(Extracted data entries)
*** Begin section ***
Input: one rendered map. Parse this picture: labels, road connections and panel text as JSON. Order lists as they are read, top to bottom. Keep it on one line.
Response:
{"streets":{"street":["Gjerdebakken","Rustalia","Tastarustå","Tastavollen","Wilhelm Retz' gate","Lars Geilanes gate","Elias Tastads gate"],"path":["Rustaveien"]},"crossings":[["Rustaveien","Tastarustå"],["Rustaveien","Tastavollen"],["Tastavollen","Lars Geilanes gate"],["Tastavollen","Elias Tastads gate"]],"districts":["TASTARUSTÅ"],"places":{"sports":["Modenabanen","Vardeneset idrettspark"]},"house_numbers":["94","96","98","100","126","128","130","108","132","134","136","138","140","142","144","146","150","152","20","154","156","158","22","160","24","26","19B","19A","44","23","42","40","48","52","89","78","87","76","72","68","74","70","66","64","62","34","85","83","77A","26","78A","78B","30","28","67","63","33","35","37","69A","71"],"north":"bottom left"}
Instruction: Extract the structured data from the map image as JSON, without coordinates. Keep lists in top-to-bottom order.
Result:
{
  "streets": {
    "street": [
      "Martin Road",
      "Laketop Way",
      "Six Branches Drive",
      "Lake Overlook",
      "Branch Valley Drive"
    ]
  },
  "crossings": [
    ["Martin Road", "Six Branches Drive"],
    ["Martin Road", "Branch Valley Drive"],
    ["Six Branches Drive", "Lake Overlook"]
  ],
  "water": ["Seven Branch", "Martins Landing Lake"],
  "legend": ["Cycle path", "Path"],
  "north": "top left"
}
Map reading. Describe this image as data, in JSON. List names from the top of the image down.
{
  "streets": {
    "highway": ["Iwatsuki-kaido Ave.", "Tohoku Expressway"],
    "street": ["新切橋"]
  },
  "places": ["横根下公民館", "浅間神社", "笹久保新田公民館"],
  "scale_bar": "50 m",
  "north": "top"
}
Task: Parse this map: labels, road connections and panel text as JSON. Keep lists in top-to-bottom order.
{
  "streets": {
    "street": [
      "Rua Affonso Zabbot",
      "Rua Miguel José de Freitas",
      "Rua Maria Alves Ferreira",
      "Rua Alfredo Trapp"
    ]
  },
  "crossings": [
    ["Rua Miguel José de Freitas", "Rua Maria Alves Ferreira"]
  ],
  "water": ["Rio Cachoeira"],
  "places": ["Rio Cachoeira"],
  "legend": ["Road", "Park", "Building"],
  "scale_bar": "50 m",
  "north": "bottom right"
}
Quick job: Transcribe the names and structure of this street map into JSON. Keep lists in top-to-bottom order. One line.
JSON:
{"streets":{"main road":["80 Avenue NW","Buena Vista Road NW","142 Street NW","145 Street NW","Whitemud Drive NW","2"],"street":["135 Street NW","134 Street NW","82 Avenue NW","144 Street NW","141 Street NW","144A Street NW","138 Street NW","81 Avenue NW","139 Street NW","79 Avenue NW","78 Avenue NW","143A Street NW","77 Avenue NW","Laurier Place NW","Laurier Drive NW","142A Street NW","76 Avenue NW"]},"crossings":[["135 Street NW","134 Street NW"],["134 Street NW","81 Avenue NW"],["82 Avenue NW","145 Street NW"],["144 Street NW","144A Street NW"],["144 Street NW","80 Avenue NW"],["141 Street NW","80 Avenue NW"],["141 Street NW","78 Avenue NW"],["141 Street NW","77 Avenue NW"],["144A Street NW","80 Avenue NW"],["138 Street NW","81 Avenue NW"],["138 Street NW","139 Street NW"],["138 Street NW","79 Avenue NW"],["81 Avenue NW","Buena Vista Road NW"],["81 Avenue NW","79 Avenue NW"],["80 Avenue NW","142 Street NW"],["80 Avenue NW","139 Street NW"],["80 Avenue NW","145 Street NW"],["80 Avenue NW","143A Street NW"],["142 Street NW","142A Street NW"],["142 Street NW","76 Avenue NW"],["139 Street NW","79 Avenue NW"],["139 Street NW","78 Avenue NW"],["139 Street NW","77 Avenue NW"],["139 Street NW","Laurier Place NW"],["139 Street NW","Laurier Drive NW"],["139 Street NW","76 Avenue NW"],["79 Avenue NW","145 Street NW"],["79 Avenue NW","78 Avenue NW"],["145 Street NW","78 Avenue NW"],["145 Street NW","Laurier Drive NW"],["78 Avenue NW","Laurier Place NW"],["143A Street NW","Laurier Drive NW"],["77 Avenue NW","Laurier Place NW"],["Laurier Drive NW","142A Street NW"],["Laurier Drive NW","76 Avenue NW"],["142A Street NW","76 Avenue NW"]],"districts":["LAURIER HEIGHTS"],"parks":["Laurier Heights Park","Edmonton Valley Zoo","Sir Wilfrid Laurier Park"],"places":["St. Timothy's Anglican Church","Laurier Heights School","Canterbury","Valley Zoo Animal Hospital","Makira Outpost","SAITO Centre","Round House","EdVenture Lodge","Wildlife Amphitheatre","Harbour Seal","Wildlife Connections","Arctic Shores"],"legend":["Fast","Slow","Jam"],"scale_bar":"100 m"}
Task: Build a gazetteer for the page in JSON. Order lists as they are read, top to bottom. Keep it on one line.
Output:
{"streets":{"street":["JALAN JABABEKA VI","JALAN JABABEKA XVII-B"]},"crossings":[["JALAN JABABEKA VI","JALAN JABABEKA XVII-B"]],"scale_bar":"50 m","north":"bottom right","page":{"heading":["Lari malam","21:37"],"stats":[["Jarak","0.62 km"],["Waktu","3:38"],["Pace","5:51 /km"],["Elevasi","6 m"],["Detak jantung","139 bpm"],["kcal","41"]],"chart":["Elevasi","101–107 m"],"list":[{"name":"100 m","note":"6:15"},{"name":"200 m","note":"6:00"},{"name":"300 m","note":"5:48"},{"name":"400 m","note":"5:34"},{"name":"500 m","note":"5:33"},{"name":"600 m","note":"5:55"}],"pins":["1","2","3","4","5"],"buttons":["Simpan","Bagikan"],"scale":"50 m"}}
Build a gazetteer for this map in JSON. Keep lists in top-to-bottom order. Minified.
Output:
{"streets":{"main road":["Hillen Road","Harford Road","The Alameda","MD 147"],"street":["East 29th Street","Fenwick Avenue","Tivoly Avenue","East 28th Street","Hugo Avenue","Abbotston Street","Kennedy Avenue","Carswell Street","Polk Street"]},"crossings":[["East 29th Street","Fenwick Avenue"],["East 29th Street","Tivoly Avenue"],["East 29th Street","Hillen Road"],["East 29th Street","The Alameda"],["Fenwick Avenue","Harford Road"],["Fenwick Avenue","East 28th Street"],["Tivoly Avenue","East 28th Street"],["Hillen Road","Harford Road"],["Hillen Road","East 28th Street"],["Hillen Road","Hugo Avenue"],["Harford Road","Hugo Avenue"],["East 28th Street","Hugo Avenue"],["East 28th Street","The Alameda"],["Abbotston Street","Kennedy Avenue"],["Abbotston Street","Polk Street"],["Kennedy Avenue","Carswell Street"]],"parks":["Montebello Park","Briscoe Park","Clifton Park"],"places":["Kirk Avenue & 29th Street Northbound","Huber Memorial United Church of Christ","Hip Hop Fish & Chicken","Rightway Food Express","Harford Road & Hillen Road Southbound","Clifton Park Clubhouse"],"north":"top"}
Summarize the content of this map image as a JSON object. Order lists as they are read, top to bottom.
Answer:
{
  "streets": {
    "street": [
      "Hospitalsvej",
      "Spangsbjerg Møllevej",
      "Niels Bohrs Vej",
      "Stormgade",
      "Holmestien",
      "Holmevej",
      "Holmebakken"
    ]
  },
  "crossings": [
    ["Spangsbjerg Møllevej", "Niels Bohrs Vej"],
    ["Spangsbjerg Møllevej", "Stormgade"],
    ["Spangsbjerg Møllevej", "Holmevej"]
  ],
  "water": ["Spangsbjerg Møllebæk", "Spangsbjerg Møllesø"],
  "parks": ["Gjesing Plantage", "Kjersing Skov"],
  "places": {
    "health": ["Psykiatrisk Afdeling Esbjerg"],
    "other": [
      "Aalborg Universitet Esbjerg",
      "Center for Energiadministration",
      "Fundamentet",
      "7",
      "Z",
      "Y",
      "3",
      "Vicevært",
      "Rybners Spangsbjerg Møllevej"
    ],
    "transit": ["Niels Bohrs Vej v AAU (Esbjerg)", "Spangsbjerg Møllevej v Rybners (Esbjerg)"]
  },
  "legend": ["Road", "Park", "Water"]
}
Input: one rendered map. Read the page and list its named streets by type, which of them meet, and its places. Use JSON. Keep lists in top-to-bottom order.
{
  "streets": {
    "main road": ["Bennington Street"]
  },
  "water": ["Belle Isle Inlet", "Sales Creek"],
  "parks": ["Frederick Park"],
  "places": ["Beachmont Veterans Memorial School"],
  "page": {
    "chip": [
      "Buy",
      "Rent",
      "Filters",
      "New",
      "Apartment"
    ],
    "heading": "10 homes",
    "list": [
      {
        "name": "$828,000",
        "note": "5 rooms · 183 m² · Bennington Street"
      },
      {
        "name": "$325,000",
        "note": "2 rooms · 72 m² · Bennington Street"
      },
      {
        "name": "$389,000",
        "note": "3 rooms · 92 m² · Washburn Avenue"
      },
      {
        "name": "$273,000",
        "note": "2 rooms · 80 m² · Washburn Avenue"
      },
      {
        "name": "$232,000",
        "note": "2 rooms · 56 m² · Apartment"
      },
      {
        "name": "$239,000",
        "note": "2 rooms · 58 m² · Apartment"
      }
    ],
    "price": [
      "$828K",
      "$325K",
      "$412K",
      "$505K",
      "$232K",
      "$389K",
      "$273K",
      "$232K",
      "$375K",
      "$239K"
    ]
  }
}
*** End section ***
▸ WHAT THE EXERCISE ASKS
Could you reproduce, exactly, every line above from the line with "Map reading. Describe" to the line with "Quick job: Transcribe", and no other line? Both ends count.

▸ SOLUTION TO THIS TASK
Map reading. Describe this image as data, in JSON. List names from the top of the image down.
{
  "streets": {
    "highway": ["Iwatsuki-kaido Ave.", "Tohoku Expressway"],
    "street": ["新切橋"]
  },
  "places": ["横根下公民館", "浅間神社", "笹久保新田公民館"],
  "scale_bar": "50 m",
  "north": "top"
}
Task: Parse this map: labels, road connections and panel text as JSON. Keep lists in top-to-bottom order.
{
  "streets": {
    "street": [
      "Rua Affonso Zabbot",
      "Rua Miguel José de Freitas",
      "Rua Maria Alves Ferreira",
      "Rua Alfredo Trapp"
    ]
  },
  "crossings": [
    ["Rua Miguel José de Freitas", "Rua Maria Alves Ferreira"]
  ],
  "water": ["Rio Cachoeira"],
  "places": ["Rio Cachoeira"],
  "legend": ["Road", "Park", "Building"],
  "scale_bar": "50 m",
  "north": "bottom right"
}
Quick job: Transcribe the names and structure of this street map into JSON. Keep lists in top-to-bottom order. One line.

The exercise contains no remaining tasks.